Se llega así a un estadio en la dinámica sin precedente en el Estado de las autonomías: las bases estatales no fijan mínimos que las comunidades autónomas desarrollan, amplían o precisan sino máximos que no pueden mejorar; no delimitan en negativo las competencias autonómicas sino que las definen en positivo. Irónicamente el municipalismo se había dirigido al Estado como protector de su autonomía frente a la avidez autonómica; con lo recogido en el proyecto, el Estado se alza como guardián de un máximo de autonomía municipal contra las mejoras que las comunidades autónomas quisieran implantar. En este sentido debe interpretarse la Disposición Adicional Primera cuando prescribe la aplicación de la reforma a todas las comunidades autónomas, sin perjuicio de las competencias exclusivas sobre régimen local asumidas en sus Estatutos de Autonomía. Esta malhadada técnica (artimaña) jurídica que recurre a la cláusula “sin perjuicio” no debe ocultar una idea clara: la reducción del mínimo de la autonomía municipal, legalmente configurado por el legislador estatal, no vincula positivamente al legislador autonómico; por el contrario, ve ampliado su margen de maniobra, de tal forma que, por ejemplo, la ley catalana de servicios sociales, donde se reconocen a los municipios la gestión de servicios sociales comunitarios, en desarrollo de la previsión del estatuto reformado, no queda desplazada por la nueva legislación básica.
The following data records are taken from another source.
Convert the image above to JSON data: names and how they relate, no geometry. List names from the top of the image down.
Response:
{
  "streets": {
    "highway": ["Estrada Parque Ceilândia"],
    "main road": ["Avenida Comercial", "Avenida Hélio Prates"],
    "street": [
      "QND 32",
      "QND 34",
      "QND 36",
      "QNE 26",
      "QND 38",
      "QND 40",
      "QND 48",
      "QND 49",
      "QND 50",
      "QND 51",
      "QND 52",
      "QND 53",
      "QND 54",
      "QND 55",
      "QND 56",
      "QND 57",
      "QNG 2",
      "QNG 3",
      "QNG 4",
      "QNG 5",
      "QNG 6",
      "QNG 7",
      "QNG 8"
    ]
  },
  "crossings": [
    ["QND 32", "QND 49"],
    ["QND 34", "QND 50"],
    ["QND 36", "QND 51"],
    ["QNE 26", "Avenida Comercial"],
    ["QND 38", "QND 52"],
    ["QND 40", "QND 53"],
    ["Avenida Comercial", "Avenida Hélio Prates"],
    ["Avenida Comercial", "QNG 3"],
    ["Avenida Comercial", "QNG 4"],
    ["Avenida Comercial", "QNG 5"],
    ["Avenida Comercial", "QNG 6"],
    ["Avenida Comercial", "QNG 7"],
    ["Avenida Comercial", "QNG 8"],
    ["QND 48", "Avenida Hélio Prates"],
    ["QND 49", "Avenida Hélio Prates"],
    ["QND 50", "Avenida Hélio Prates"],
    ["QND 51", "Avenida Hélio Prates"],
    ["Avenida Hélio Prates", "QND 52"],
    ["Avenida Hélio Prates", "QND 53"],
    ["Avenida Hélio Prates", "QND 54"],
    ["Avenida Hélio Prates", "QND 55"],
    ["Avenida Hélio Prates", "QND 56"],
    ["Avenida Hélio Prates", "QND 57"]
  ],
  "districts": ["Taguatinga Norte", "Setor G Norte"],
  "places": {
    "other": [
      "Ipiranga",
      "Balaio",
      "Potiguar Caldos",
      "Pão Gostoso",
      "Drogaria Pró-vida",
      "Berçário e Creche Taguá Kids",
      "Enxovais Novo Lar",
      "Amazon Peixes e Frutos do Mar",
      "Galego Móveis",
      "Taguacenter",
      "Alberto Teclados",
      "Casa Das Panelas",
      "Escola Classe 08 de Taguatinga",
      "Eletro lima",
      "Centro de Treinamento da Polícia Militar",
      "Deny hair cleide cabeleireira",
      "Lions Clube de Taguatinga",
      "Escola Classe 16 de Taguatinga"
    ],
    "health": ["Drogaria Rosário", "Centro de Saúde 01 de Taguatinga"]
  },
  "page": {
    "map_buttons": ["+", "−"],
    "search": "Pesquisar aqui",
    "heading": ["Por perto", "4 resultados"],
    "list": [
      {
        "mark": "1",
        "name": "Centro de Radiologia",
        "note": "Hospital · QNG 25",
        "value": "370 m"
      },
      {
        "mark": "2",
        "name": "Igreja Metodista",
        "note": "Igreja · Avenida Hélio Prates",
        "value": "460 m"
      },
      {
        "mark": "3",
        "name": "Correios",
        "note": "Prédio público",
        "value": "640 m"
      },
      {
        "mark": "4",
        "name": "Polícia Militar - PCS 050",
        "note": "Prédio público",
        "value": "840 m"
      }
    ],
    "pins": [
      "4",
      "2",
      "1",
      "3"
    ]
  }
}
Las desatinadas consideraciones formuladas por el Consejo de Estado en este punto no deben tampoco desviar la atención: los estatutos de segunda generación no pueden ocupar el espacio constitucionalmente reservado al legislador básico, pero por razón análoga, el propio de los estatutos tampoco admite usurpación del las bases estatales. Los títulos competenciales del Estado no autorizan a delimitar en positivo las competencias autonómicas, si así fuera, fraudulentamente, el legislador estatal habría cruzado el umbral del legislador de armonización incumpliendo las exigencias constitucionales del artículo 150.3.
La desolación política y jurídica provocada por la tramitación de esta reforma surge como contraste al curso que debiera haber seguido: un pacto de Estado, de carácter constituyente, que dignifique el gobierno local y, definitivamente, gane la condición de un nivel de gobierno y deje de ser, en este caso, objeto de recorte presupuestario.